In theory, Russian drug laws already worked much like many laws in the 
West, delineating drug crimes by degree. Suspects were charged according to 
the amounts of drugs they were accused of possessing, with progressively 
stiffer penalties for larger quantities.

In practice, however, it had been almost impossible for a suspect to be 
classified as a small-time user.

To determine charges, the police and courts used a table of weights to 
classify charges, and critics said weights were set absurdly low. For 
example, a "large" amount of heroin, punishable with imprisonment, was 
five-thousandths of a gram. "We are talking about dust," Dr. Zykov said.

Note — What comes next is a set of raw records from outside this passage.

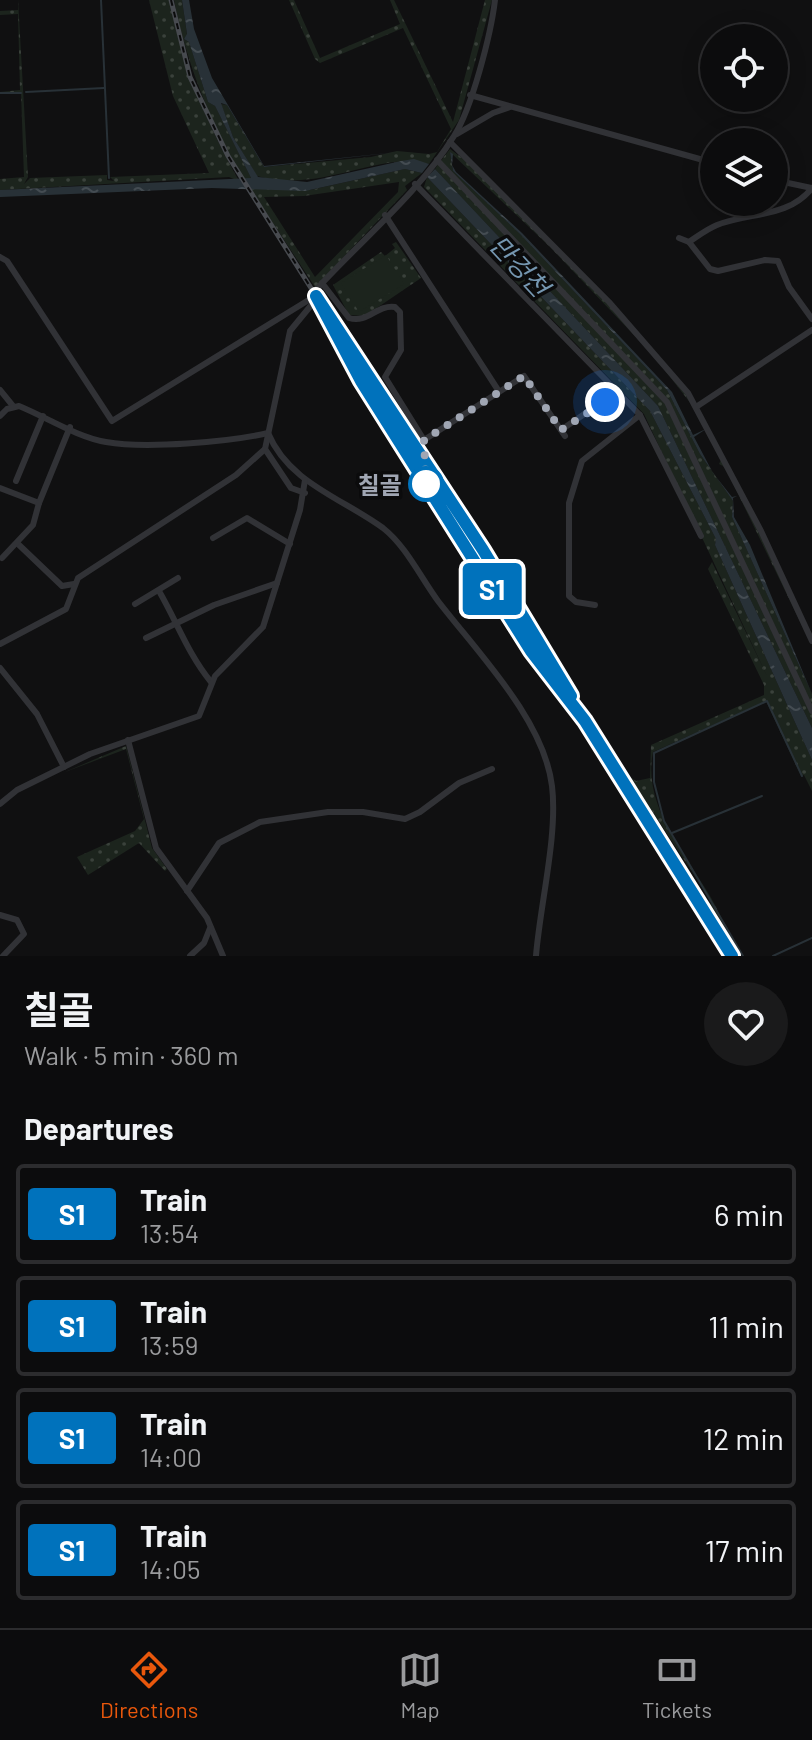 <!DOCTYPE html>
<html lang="en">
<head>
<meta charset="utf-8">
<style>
	body { margin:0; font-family:Barlow,"Noto Sans KR",sans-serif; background:#1a1a1b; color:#f1f3f6; height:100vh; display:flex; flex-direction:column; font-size:30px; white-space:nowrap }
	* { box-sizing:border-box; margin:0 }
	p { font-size:26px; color:#9a9b9d }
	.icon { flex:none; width:44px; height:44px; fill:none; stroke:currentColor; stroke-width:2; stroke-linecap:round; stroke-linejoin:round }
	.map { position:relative; height:956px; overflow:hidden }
	.side { display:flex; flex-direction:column; background:#0c0c0d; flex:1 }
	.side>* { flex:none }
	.badge { padding:0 16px; border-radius:6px; font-size:28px; line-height:52px }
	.fabs { position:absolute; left:700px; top:24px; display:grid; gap:16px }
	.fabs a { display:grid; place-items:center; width:88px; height:88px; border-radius:50%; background:#0c0c0d; box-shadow:0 4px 20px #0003,0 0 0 2px #2c2c2e; font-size:40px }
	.you { position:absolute; width:40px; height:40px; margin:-20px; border:6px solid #fff; border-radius:50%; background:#1a73e8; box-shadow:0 0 0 12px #1a73e833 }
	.map>.badge { position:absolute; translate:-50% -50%; box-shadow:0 0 0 4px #fff }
	h2 { padding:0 24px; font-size:30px; line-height:72px }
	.round { display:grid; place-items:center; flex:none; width:84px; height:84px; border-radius:42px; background:#1a1a1b }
	.summary { display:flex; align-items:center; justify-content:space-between; height:136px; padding:0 24px }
	h1 { font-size:38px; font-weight:700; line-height:60px }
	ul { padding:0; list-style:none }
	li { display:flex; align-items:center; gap:24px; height:100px; margin:0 16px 12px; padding:0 8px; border:4px solid #2c2c2e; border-radius:8px }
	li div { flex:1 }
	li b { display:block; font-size:30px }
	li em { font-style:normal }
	li .badge { min-width:88px; font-weight:700; text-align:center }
	.menu { display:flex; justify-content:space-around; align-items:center; height:112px; border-top:2px solid #2c2c2e; background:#0c0c0d; font-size:22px; color:#9a9b9d }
	.menu a { display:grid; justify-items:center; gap:4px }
	.menu .active { color:#ea580c }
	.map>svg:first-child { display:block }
	.grass { fill:url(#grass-dots); fill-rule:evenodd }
	.garden { fill:#1c241d }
	.water { fill:url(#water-ripples) }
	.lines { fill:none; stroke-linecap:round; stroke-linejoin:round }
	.stream { stroke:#283137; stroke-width:2 }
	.minor { stroke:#313236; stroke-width:6 }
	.rail-casing { stroke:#474a4f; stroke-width:5 }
	.rail { stroke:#0b0b0c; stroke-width:2; stroke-dasharray:6; stroke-linecap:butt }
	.line-casing { stroke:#fff; stroke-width:18 }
	.line { stroke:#0072bc; stroke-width:12 }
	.walk { stroke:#a0a6b3; stroke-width:8; stroke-dasharray:0 14.4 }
	.stop-dot { fill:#fff; stroke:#0072bc; stroke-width:4 }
	.labels { text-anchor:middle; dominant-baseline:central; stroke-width:7; stroke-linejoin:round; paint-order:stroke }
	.stop-label { font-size:24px; font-weight:bold; fill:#a0a6b3; stroke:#0b0b0c; text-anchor:end }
	.water-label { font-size:26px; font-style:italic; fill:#7596b0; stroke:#0b0b0c }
</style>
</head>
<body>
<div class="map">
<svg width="812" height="956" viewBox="0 0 812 956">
	<defs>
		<pattern id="grass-dots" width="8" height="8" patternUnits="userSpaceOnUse" patternTransform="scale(2)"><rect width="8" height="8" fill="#1c241d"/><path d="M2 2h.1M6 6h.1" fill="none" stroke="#3a413b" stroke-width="1.8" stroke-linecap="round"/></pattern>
		<pattern id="water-ripples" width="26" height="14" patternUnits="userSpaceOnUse" patternTransform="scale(2)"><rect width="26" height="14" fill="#283137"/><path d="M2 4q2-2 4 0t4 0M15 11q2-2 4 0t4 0" fill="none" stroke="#444c52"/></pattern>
	</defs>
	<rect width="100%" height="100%" fill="#101011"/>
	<g class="grass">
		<path d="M18,0l10,177 -4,7 6,-6 77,-3v5l7,1 -4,-4 99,-4 -36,-77 -24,-96h21c11,67 37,122 69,181l-10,-4 -229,13v-11l24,-2 -3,-85h-21l20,-2 -2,-76 -18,1v-4l18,-1z"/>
		<path d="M174,0h8l5,35 -3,4 5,3 19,60 7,4 36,72 -7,2c-34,-58 -57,-115 -70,-180z"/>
		<path d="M289,0h5l26,58 80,-34 -10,-24h4l59,122 32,-122h7l-33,120 -30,44c-49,-14 -107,30 -172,12l-24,-39 -12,-33 6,1 37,62 107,-10 26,-6 32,3 8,-2 14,-23 -48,-101 -83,35 -5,-4z"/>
		<path d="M450,149l19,14 132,134 83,94 68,127 60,128 -87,-179 -6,-3 2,-4 -26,-51 -42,-54 -103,-108 -100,-95 3,19 67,63 147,156 33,64 33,47 -1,16 80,177v34l-154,-322 -223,-237 4,-6 119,121 -118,-122z"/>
		<path d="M405,169l17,4 -17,13 2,4 -92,97 -65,-99 60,2zM399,182l-1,10 -83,85 -51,-80 40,-1z"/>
		<path d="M427,177l223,234 66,128 -1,6 97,215v31l-8,-16 -3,1 -35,-75 -113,51c-11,53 32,102 57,144 12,21 19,40 32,60l-34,-48 -3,-6 8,2 -83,-127 6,4 14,-3 1,-33 113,-50v-10l-56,-116 4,-7 55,114 -123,-262 -220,-227z"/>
		<path d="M396,242l25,36 -56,38 -16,-1 -16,-30 48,-33 4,4 10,-8 -3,-4z"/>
		<path d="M599,745l95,150 -29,-38 -69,-110z"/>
		<path d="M126,746l26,102 15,21 -2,2 -26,-28 -51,32 -11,-18 58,-26 9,-12 -18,-70 -61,23z"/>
	</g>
	<path class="garden" d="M386,255l18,29 -45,28 -18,-29z"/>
	<g class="water">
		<path d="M182,0h7l5,29 18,49 52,88 134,-14 -134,15 -37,-62 -6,-2 12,34 25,40 49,5 94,-21 13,-2 15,5 -7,9 -17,-4 -100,22 -93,-3 -212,9v-7l251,-12 -36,-72 -7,-4 -19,-60 -5,-3 3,-5z"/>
		<path d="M450,152l3,2 -1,11 4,7 66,61 150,159 21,43 13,-6 -12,8 19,36 19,24 5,-1 -4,2 1,19 16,28 62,149 -80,-177 1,-16 -33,-47 -33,-64 -147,-156 -67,-63z"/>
		<path d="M435,169l223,237 154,322v32l-97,-215 1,-6 -66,-128 -223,-234z"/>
	</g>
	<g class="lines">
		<g class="stream">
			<path d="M101,0l8,178"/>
			<path d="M26,92l78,-4"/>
			<path d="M0,93h21"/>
			<path d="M672,833l90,-37"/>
			<path d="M743,956l-79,-135 -10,-39v-29l113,-52 35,75"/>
			<path d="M773,956l39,-18"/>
		</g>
		<g class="minor">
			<path d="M470,95l244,68"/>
			<path d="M457,134l36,-21 17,-6"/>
			<path d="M450,142l159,160 79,91 73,138 51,110"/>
			<path d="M437,160l230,242 145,309"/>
			<path d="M774,180l38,8"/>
			<path d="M415,184l225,231 61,121"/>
			<path d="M385,215l113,175"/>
			<path d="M679,238l10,4 21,27 8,2 47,-11 13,1 11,26 23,32"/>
			<path d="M689,242c9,-6 18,-13 28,-17 33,-13 71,-7 95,-37"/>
			<path d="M0,257l7,4 105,160 195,-120"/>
			<path d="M322,283l27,35c19,6 28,-14 46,-11l5,5 1,38 -16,27 39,63 100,-64 41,60"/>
			<path d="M0,390l13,16"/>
			<path d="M696,407l116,-77"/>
			<path d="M0,416l7,-7 12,-3c27,11 58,31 87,36 39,7 123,0 162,-9"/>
			<path d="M561,430l57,-39"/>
			<path d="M268,433c21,50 74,65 115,95 23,18 38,50 55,73 40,52 106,119 114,185 6,49 -12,119 -16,170"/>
			<path d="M16,481l27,-65"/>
			<path d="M0,488l39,15 31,-76"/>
			<path d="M305,493l-14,-5 -26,-39 25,-118 23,-28v-10c45,-50 106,-100 141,-157 18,-28 37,-102 41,-136"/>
			<path d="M213,538l34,-20 43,26"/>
			<path d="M17,543l45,43 12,-2"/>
			<path d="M2,558l31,-33 6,-22"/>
			<path d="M159,591c18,31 29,63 52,91"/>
			<path d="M135,604l43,-26"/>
			<path d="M595,605l-19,-3 -7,-6v-93l13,-42 58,-46"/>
			<path d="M146,638l68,-33 63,-22"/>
			<path d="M0,644l66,-35 12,-31 158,-103 29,-26"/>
			<path d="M0,668l37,46 27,53"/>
			<path d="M128,740l28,108 51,70 16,38"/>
			<path d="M0,804l17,-14 73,-36 109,-38 16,-40 48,-49 37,-117 5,-30"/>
			<path d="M187,891l32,-48 41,-21 68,-10h35l42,7 15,-7 39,-29 33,-14"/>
			<path d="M0,915l17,5 7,14 -21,22"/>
			<path d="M190,956l14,-13 6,-15"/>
		</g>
		<defs>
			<g id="rail">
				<path d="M171,0l19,77 38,79 88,140 45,85 170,270 54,70 147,235"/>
				<path d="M407,433l154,243"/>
			</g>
		</defs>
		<use href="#rail" class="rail-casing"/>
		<use href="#rail" class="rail"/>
	</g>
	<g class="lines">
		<defs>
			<path id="line" d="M571,696l-88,-146 -167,-254 45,85 170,270 54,70 147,235"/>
		</defs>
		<use href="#line" class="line-casing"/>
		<use href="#line" class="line"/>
		<path class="walk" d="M426,484l-2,-44 100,-64 37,54 44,-28"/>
	</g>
	<circle class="stop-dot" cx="426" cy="484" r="16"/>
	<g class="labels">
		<g class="stop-label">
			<text x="402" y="484">칠골</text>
		</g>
		<g class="water-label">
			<text transform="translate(520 265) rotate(47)">만겅천</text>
		</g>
	</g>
</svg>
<div class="fabs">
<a><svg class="icon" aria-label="locate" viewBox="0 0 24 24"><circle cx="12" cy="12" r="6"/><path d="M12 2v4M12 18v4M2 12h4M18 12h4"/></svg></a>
<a><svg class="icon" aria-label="layers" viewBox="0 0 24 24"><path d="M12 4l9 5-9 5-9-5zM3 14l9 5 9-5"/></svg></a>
</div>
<div class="you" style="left:605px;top:402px"></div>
<b class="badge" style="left:492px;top:589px;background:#0072bc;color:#fff">S1</b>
</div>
<section class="side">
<div class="summary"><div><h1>칠골</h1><p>Walk · 5 min · 360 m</p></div><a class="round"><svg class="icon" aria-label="heart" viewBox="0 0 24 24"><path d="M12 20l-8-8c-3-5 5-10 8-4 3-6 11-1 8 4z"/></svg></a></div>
<h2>Departures</h2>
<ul>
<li><span class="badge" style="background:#0072bc;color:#fff">S1</span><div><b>Train</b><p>13:54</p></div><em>6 min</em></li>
<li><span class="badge" style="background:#0072bc;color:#fff">S1</span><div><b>Train</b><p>13:59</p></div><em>11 min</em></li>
<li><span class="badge" style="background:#0072bc;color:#fff">S1</span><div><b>Train</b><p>14:00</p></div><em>12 min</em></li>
<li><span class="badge" style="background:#0072bc;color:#fff">S1</span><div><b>Train</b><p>14:05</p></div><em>17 min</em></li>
</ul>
</section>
<nav class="menu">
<a class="active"><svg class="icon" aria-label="directions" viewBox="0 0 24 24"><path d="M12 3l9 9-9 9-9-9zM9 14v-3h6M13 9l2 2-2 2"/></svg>Directions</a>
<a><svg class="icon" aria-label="map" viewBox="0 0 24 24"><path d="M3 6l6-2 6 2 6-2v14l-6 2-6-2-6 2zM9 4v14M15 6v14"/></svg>Map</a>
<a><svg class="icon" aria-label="tickets" viewBox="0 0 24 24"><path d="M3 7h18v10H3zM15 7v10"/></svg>Tickets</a>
</nav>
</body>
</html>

Such policies seemed at odds with the spirit of the law. "The will of the 
legislators was distorted," said Lev Levinson, head of New Drug Policy, a 
nongovernmental organization. Last year Mr. Putin signed a law amending 
drug-possession charges, allowing possession of up to 10 doses before 
risking imprisonment. This spring a special commission compiled a table of 
weights defining 10 doses of heroin as a gram. The threshold for cocaine is 
a gram and a half. For marijuana, it is 20 grams - more than half an ounce.

The table took effect last month by resolution from Prime Minister Mikhail 
Y. Fradkov, to the praise of organizations sometimes critical of Russian 
practices. "It brings the criminal regulations in the country closer to 
those accepted by the world community," said Alexander Petrov of Human 
Rights Watch.

Still, the new practice has divided elements of the government. Last year 
Aleksandr Mikhailov, deputy head of the federal antidrug agency, called 
drugs "weapons of mass destruction." When Prime Minister Fradkov released 
the new standards, Mr. Mikhailov railed against them.

Drug use here is generally considered less common than in the West. 
Alcoholism remains the dominant addiction. But drug use has sharply 
increased since the collapse of the Soviet Union, the authorities say, and 
the spread of heroin injection, with its contribution to a surge in H.I.V. 
cases, is particularly worrisome.

The problem seems unlikely to wane. Mr. Putin noted this week that heroin 
trafficking into Russia from Afghanistan had increased since the defeat of 
the Taliban in 2001.

With heroin having become a permanent part of Russian life, advocates 
expressed hope that the new law might allow for the release of many 
small-time drug users now in prison, reducing the risks of exposure to 
H.I.V. and tuberculosis, which are often contracted in jails. By one 
survey, as many as 65,000 people were imprisoned under the old law, Dr. 
Zykov and Mr. Levinson said.

Aid workers also say the law may help reduce the corruption they say 
surrounds arrests of the indigent and the young, Mr. Loginov, who insists 
he was framed by police officers who planted heroin in his clothes and 
apartment, said the new table would make it more difficult to rig cases. 
"With these new amounts, this won't happen anymore," he said.